* _EXERCISE INPUT_:

**********

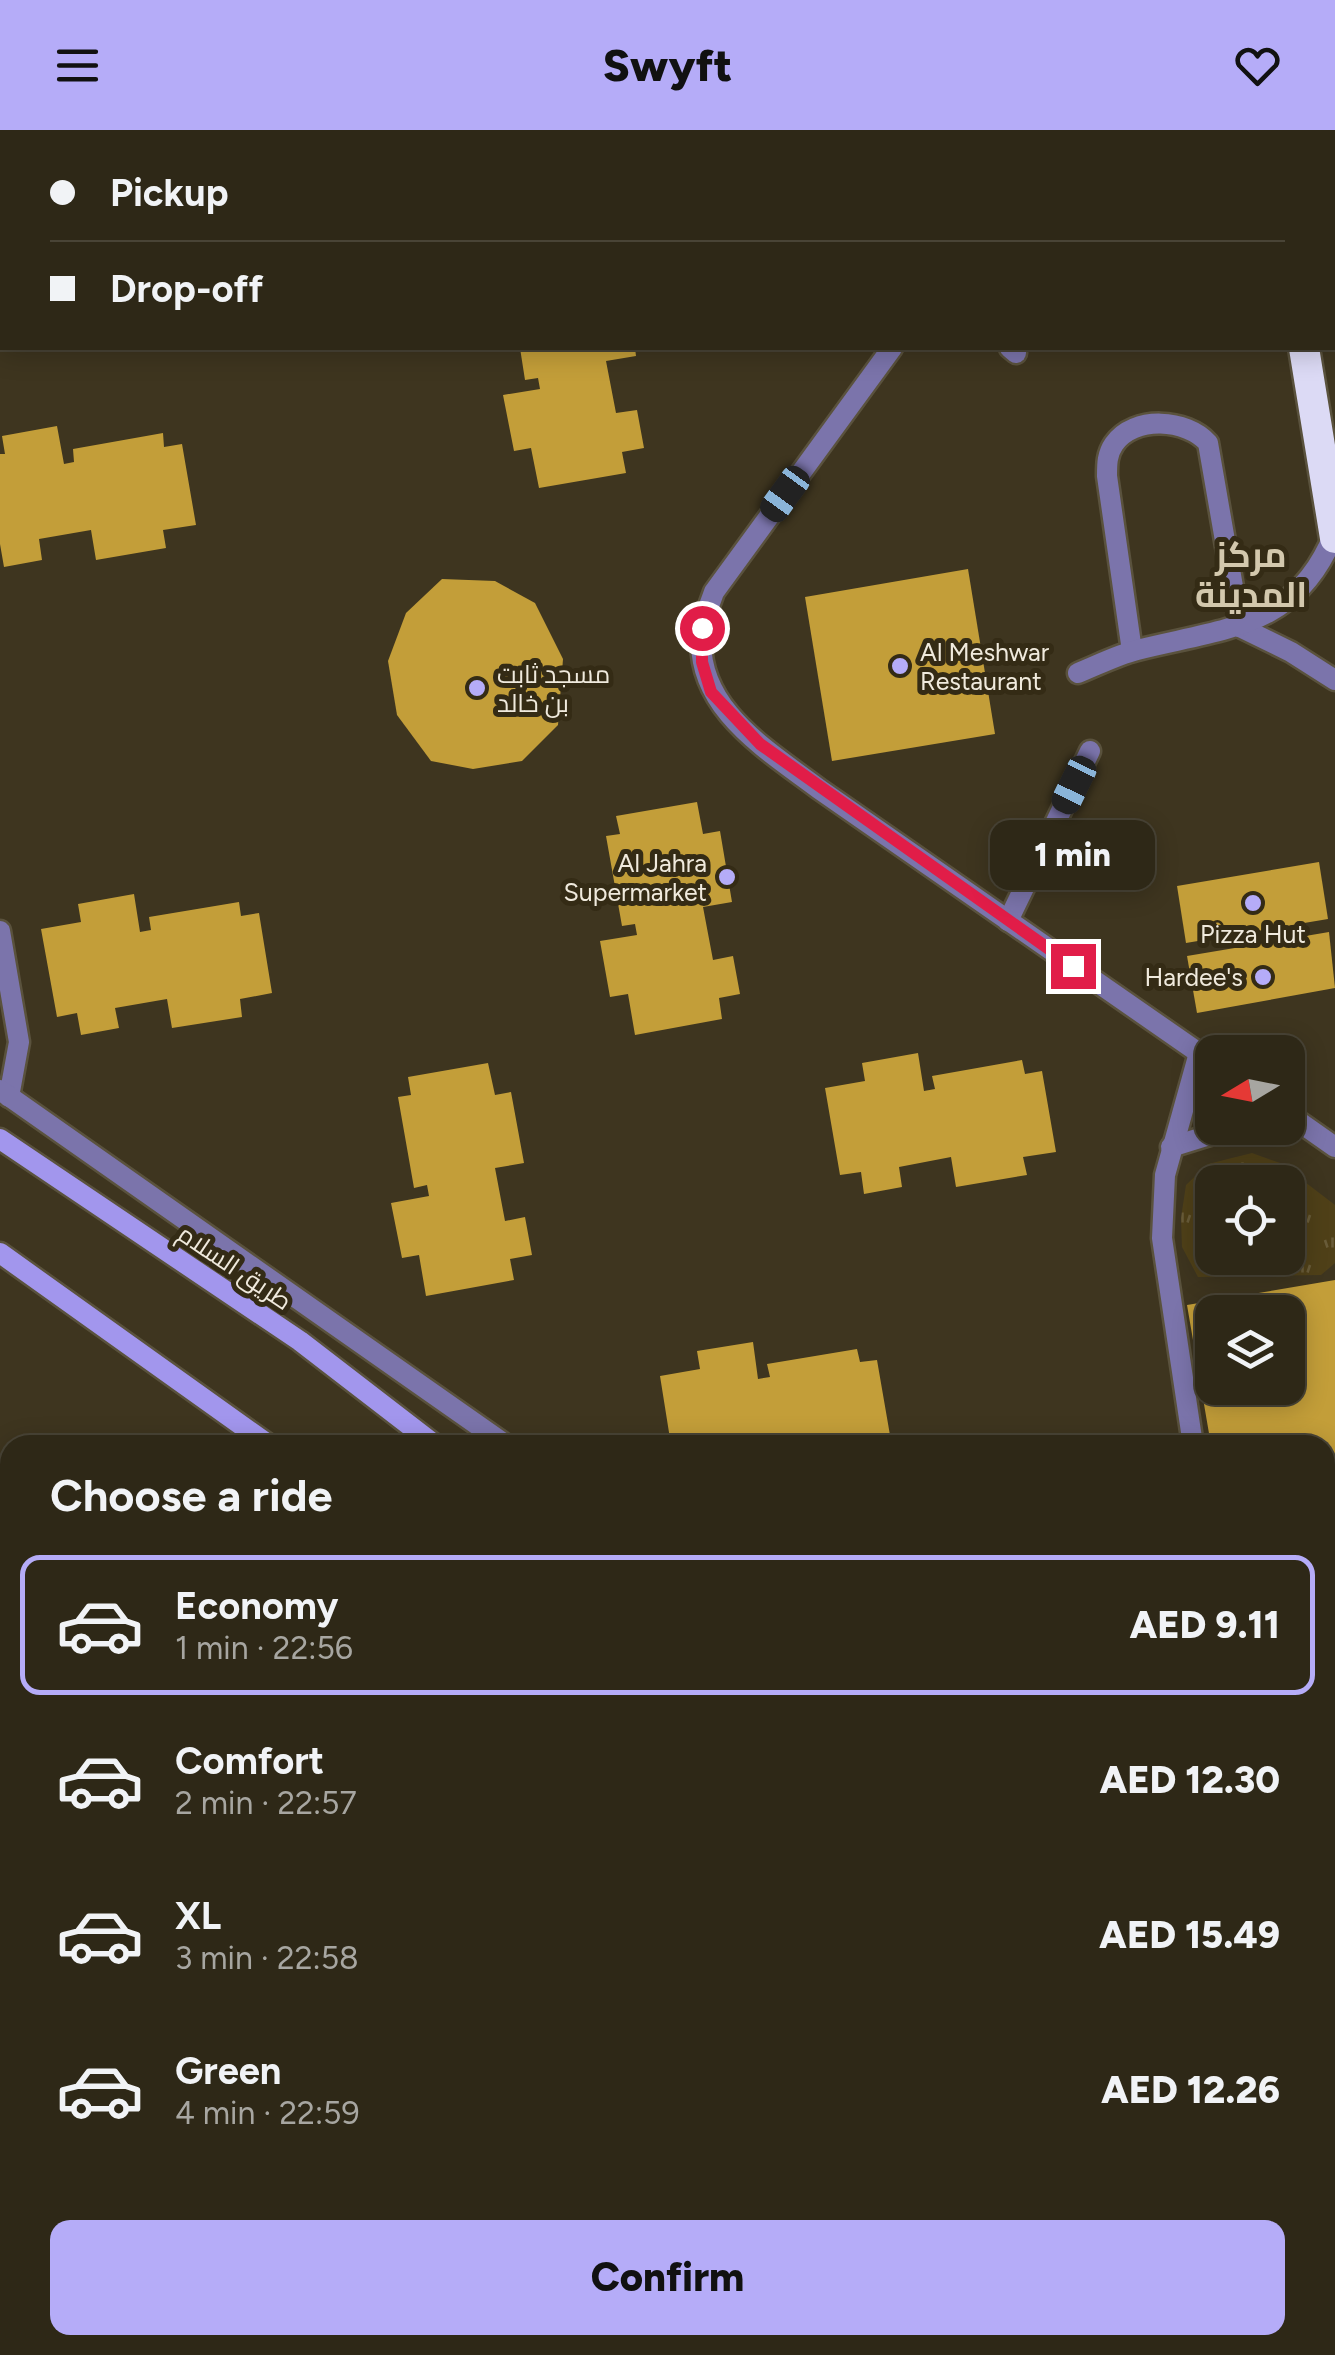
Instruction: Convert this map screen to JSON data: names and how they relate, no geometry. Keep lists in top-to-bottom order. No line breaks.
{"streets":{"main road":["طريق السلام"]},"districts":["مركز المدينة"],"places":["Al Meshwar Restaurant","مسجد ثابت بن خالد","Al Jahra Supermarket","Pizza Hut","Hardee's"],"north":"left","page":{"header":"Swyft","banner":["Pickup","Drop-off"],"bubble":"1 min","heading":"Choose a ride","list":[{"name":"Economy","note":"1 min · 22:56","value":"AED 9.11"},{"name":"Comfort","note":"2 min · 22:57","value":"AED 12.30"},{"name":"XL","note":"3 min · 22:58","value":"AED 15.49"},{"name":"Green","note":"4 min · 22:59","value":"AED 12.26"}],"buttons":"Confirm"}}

**********

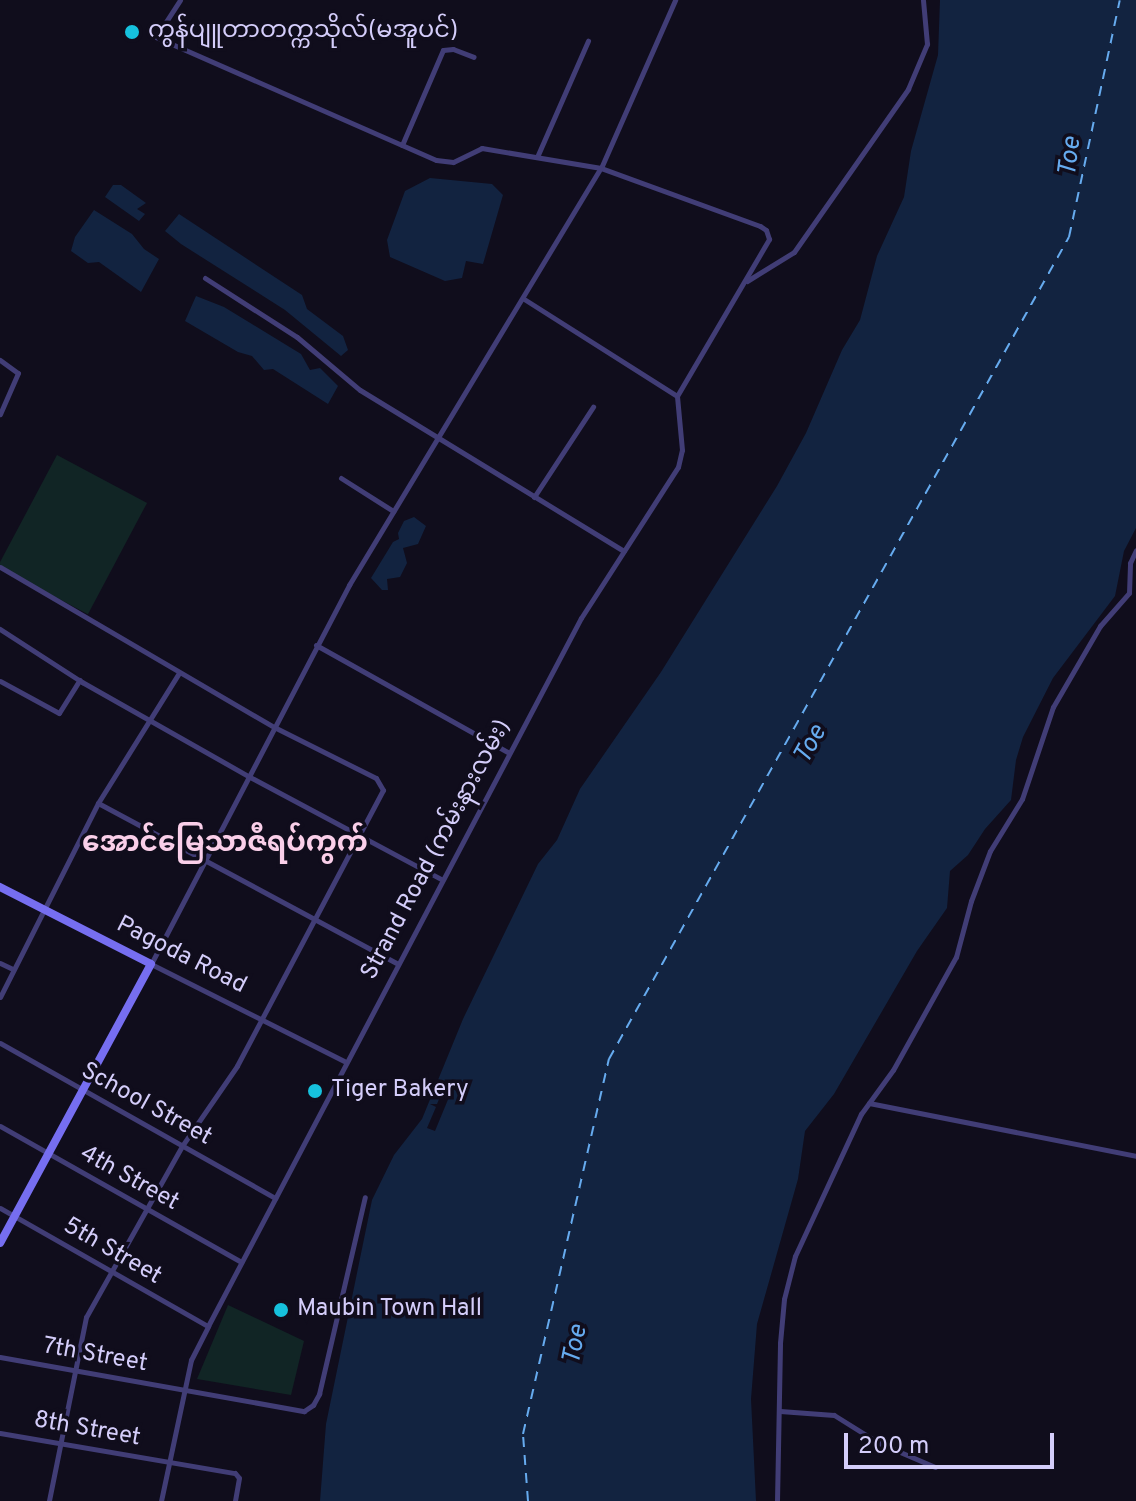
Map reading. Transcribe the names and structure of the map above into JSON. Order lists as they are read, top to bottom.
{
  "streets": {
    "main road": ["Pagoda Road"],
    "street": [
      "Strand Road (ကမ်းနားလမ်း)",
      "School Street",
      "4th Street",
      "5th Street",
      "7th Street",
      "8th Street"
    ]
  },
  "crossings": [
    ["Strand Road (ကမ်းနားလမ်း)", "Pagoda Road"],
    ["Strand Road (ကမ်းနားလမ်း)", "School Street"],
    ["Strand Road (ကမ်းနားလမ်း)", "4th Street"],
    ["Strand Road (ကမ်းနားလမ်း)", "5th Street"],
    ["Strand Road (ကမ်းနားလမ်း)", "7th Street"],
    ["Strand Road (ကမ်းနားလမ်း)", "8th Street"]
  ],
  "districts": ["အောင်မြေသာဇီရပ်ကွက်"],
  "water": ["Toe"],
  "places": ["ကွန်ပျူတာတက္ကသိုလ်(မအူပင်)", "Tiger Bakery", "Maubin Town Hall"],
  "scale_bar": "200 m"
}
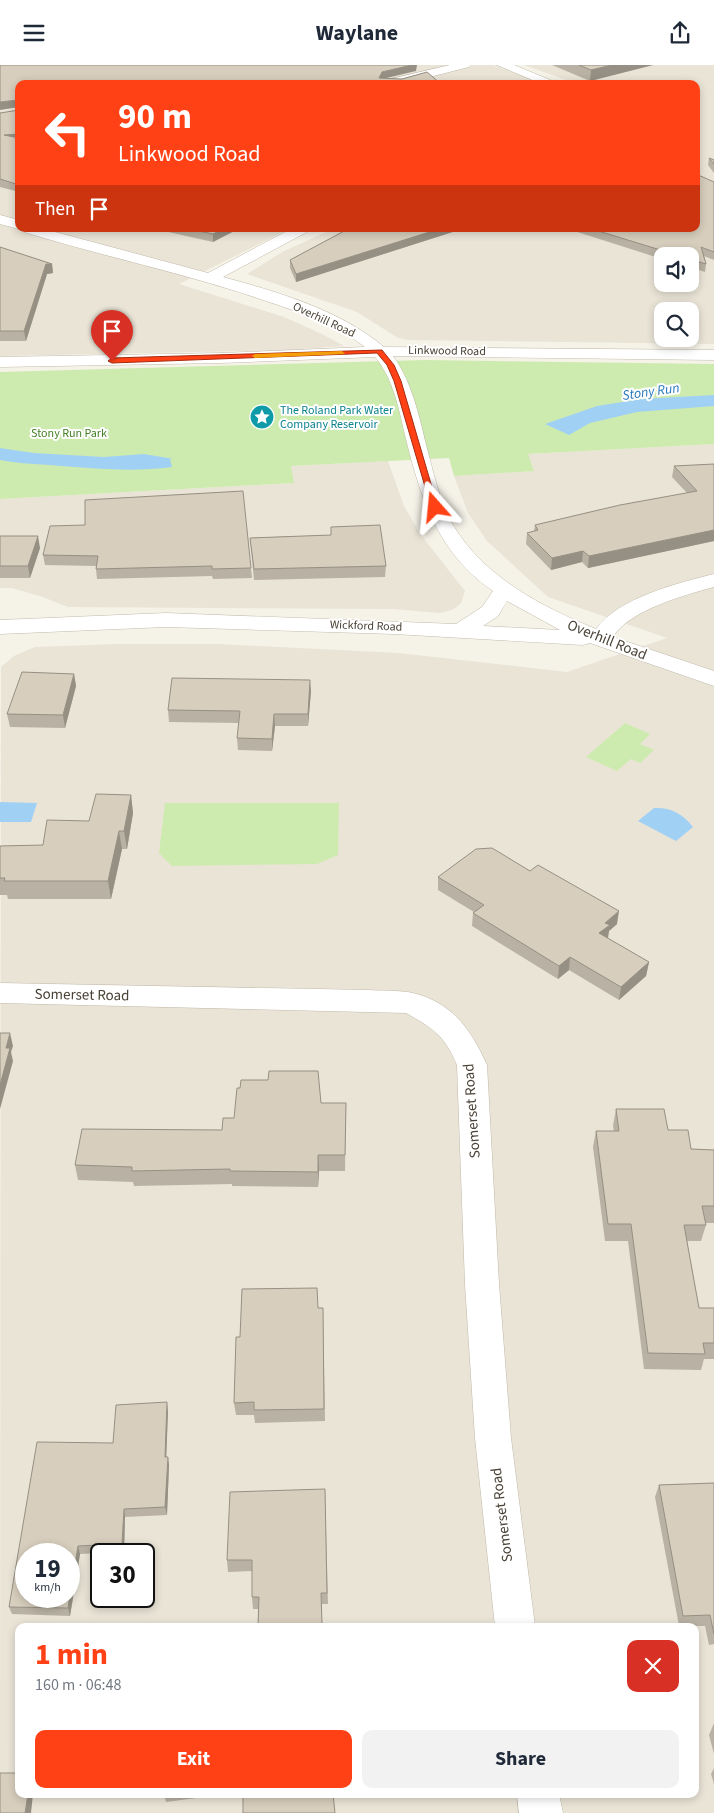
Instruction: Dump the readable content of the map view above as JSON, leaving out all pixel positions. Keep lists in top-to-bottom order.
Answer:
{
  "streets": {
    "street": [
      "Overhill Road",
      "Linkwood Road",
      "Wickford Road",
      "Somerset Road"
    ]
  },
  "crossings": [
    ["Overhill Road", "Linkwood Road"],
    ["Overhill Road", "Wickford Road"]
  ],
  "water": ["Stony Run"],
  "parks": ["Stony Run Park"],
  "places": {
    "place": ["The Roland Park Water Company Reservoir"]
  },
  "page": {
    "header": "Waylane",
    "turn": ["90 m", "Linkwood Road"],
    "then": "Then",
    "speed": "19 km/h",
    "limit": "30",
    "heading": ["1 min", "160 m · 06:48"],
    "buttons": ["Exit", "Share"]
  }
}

**********

* _PROBLEM_: Above are the records. Copy word for word only their lines from the one holding "Map reading. Transcribe" through the one holding "Instruction: Dump the", both included, and skip the images.

* _TASK RESPONSE_:
Map reading. Transcribe the names and structure of the map above into JSON. Order lists as they are read, top to bottom.
{
  "streets": {
    "main road": ["Pagoda Road"],
    "street": [
      "Strand Road (ကမ်းနားလမ်း)",
      "School Street",
      "4th Street",
      "5th Street",
      "7th Street",
      "8th Street"
    ]
  },
  "crossings": [
    ["Strand Road (ကမ်းနားလမ်း)", "Pagoda Road"],
    ["Strand Road (ကမ်းနားလမ်း)", "School Street"],
    ["Strand Road (ကမ်းနားလမ်း)", "4th Street"],
    ["Strand Road (ကမ်းနားလမ်း)", "5th Street"],
    ["Strand Road (ကမ်းနားလမ်း)", "7th Street"],
    ["Strand Road (ကမ်းနားလမ်း)", "8th Street"]
  ],
  "districts": ["အောင်မြေသာဇီရပ်ကွက်"],
  "water": ["Toe"],
  "places": ["ကွန်ပျူတာတက္ကသိုလ်(မအူပင်)", "Tiger Bakery", "Maubin Town Hall"],
  "scale_bar": "200 m"
}
Instruction: Dump the readable content of the map view above as JSON, leaving out all pixel positions. Keep lists in top-to-bottom order.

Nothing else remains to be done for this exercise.